Prove Cycle Graphs are never hyper-energetic. The energy of a graph G, is defined as $$\varepsilon(G)=\sum_{i=1}^{n}\left|\lambda_i\right|$$
where $\lambda_i$ are the eigenvalues associated with the adjacency matrix of the Graph.
The energy of a Complete Graph $K_n$ is $\varepsilon(K_n)=2(n-1)$.
A Hyper-energetic graph is defined as a graph $G$ of order $n$ with $\varepsilon(G) \geq 2(n-1)$.
It is known that the eigenvalues of the Cycle Graph on $n$ vertices ($n \geq 3$), $C_n$, is $2\cos(\frac{2\pi k}{n})$ for $k=0,1,2,\ldots, n-1$. Thus the energy of $C_n$ is $$\varepsilon(C_n)=\sum_{k=0}^{n-1}\left|2\cos\left(\frac{2\pi k}{n}\right)\right|$$
Prove that for $n \geq 3$ $$\sum_{k=0}^{n-1}\left|2\cos\left(\frac{2\pi k}{n}\right)\right| \leq 2(n-1)$$

I know the sum is bounded by $2n$, and I believe using the roots of unity might have a play in it.
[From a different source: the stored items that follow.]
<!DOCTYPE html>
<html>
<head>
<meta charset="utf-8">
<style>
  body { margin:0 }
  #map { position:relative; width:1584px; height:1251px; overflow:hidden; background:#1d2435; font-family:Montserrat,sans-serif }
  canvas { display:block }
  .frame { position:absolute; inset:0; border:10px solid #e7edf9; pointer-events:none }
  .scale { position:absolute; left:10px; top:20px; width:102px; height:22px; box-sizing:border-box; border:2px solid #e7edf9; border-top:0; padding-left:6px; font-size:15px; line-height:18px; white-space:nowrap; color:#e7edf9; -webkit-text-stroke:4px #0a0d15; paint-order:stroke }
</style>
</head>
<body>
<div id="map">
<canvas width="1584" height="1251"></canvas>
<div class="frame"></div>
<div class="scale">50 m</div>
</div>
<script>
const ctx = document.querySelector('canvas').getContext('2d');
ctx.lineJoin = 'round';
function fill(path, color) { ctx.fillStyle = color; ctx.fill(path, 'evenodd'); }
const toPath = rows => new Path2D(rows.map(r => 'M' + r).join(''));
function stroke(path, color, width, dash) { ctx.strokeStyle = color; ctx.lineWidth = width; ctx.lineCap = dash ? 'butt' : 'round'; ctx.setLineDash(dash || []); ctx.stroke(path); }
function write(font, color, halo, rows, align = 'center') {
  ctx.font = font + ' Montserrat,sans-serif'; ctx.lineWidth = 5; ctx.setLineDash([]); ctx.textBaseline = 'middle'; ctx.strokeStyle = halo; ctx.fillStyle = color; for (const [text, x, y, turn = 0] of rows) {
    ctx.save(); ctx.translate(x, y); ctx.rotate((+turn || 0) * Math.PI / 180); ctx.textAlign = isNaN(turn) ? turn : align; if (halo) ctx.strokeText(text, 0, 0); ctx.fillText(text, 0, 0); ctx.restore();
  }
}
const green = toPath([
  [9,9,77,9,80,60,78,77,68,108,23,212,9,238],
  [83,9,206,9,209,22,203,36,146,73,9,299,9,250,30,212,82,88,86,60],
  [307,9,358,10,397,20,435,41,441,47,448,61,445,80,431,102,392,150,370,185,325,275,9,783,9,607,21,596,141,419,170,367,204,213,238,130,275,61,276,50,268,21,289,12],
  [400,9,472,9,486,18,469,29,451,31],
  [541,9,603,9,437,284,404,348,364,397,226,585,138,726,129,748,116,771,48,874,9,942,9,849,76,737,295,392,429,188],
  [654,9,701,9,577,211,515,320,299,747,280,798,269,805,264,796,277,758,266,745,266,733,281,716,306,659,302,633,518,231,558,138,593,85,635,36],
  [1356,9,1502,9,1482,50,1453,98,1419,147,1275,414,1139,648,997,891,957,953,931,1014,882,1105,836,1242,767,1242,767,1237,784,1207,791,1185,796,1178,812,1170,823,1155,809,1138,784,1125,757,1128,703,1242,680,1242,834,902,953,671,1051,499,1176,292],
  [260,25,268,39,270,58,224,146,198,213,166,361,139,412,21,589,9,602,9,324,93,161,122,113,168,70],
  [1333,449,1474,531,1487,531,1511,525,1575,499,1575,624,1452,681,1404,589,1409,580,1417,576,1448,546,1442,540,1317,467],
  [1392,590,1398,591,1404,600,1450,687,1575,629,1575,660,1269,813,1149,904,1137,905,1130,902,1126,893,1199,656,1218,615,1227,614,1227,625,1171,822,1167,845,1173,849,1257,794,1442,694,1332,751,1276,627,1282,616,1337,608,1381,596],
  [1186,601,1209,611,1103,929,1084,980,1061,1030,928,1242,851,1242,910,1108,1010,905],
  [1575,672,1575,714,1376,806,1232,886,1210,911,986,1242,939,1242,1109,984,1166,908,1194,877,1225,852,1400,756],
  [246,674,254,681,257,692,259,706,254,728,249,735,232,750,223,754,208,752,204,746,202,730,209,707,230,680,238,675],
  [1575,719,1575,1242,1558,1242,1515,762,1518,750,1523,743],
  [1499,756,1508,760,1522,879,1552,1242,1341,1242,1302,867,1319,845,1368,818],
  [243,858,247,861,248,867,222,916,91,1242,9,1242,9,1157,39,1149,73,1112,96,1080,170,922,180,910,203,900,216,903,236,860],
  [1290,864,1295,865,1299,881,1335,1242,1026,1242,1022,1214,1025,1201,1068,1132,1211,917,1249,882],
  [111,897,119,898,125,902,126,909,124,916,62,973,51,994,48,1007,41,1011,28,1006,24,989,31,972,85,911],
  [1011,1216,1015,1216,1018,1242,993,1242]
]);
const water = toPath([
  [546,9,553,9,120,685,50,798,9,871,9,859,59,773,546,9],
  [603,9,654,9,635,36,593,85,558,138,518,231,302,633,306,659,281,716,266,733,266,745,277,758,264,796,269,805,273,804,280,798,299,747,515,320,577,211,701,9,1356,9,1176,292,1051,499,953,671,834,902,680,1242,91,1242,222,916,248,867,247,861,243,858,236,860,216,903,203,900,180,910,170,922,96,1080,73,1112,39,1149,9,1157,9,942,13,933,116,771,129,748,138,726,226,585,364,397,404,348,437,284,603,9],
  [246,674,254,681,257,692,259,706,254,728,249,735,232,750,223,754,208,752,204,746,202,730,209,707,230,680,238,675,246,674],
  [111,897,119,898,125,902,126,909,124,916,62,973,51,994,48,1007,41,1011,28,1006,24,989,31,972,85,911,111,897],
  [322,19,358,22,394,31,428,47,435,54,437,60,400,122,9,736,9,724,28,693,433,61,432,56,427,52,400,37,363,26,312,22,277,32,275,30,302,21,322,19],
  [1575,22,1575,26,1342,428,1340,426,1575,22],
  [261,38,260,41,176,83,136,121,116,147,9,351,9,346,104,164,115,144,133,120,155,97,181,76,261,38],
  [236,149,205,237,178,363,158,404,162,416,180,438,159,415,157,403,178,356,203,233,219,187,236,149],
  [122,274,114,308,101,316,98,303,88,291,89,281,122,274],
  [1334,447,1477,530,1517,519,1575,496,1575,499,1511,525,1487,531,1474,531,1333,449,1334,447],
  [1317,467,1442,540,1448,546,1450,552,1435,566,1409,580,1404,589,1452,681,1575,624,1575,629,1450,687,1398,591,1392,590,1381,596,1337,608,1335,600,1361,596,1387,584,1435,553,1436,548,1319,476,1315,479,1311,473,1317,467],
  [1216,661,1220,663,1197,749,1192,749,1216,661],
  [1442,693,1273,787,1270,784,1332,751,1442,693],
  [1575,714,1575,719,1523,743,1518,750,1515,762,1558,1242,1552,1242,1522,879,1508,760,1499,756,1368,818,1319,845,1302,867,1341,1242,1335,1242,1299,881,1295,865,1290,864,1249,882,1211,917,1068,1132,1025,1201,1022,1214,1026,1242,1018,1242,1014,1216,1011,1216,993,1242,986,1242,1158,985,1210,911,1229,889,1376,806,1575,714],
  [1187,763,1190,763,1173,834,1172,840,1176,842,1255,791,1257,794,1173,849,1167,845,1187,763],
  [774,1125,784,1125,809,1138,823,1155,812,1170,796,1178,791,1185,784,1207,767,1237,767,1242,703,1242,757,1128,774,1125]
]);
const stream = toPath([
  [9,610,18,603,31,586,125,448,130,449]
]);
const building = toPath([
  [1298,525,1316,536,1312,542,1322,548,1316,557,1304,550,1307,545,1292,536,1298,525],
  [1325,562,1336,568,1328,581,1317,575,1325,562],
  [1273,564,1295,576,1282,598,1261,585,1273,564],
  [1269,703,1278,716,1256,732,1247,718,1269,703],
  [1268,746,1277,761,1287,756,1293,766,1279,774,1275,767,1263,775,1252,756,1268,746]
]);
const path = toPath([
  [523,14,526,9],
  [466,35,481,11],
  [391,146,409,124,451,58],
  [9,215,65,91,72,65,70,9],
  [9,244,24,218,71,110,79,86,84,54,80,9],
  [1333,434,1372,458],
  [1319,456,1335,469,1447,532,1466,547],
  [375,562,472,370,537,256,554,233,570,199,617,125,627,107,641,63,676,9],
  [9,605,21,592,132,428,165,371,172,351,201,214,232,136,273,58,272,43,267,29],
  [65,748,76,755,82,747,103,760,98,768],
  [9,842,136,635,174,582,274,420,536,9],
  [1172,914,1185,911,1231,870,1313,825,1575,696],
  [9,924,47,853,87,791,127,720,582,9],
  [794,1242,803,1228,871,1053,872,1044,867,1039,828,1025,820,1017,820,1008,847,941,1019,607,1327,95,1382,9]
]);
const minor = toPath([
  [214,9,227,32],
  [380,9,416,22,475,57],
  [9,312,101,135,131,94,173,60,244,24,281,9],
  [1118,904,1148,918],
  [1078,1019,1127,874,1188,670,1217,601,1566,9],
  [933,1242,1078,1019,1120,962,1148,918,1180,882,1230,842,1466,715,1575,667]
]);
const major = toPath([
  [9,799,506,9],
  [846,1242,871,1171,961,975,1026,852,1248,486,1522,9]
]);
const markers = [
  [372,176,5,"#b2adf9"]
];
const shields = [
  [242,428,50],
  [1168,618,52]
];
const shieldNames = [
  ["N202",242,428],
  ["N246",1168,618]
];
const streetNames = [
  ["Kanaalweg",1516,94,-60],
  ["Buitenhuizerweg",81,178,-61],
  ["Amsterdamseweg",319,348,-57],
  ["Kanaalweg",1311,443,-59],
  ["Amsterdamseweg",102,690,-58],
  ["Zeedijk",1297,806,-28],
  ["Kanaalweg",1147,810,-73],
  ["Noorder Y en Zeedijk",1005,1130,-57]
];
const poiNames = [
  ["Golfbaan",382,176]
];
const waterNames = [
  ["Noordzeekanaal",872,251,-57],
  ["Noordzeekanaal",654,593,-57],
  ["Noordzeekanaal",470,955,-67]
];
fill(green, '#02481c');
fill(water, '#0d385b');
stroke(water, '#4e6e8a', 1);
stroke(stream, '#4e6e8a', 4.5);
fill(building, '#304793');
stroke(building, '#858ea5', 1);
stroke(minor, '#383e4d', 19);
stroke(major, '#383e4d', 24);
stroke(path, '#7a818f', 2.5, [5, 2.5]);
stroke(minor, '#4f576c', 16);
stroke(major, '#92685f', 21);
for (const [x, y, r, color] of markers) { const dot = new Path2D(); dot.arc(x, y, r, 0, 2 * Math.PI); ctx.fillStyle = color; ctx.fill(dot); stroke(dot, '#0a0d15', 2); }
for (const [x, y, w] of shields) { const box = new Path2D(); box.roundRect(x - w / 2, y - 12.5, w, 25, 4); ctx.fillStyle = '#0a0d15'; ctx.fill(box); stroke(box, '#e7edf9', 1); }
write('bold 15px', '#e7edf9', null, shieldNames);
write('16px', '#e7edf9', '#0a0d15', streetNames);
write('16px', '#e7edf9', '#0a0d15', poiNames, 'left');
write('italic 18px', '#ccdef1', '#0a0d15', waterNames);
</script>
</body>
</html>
But I'm not sure how to go about.
 A: $\left|\,\cos(x)\,\right|$ is a Lipschitz-continuous function on $[0,2\pi]$ with Lipschitz constant $1$, hence:
$$ \frac{2\pi}{n}\sum_{k=0}^{n-1}\left|\cos\left(\frac{2\pi k}{n}\right)\right|\leq\frac{2\pi}{n}+\int_{0}^{2\pi}\left|\,\cos(x)\,\right|\,dx=\frac{2\pi}{n}+4 $$
and by multiplying both sides by $\frac{n}{\pi}$ we get:

$$ \sum_{k=0}^{n-1}\left|2\cos\left(\frac{2\pi k}{n}\right)\right|\leq \color{red}{2+\frac{4}{\pi}\,n}$$

that is stronger than the given inequality for any $n\geq 6$. 
One just have to check by hand the cases $n\in\{3,4,5\}$.
As an alternative, we may exploit the Fourier cosine series of $\left|\,\cos(x)\,\right|$:
$$ \left|\,\cos(x)\,\right| = \frac{2}{\pi}-\frac{4}{\pi}\sum_{m\geq 1}\frac{(-1)^m \cos(2mx)}{4m^2-1} $$
together with the fact that:
$$ \sum_{k=0}^{n-1}\cos\left(m\cdot\frac{2\pi k}{n}\right) = \text{Re}\sum_{k=0}^{n-1}\exp\left(m\cdot\frac{2\pi i k}{n}\right)=\left\{\begin{array}{rcl}n & \text{if} & m\mid n\\0 & \text{if} & m\nmid n \end{array}\right. $$
to compute the exact energy:
$$ \sum_{k=0}^{n-1}\left|\cos\left(\frac{2\pi k}{n}\right)\right|=\frac{2n}{\pi}-\frac{4n}{\pi}\sum_{m\geq 1}\frac{(-1)^{nm}}{4n^2 m^2-1}$$
that is:

$$ \sum_{k=0}^{n-1}\left|\cos\left(\frac{2\pi k}{n}\right)\right|=\left\{\begin{array}{rcl}\frac{1}{\sin\frac{\pi}{2n}}&\text{if}& n\text{ is odd}\\ \frac{1}{\tan\frac{\pi}{2n}}&\text{if}& n \text{ is even}.\end{array}\right.$$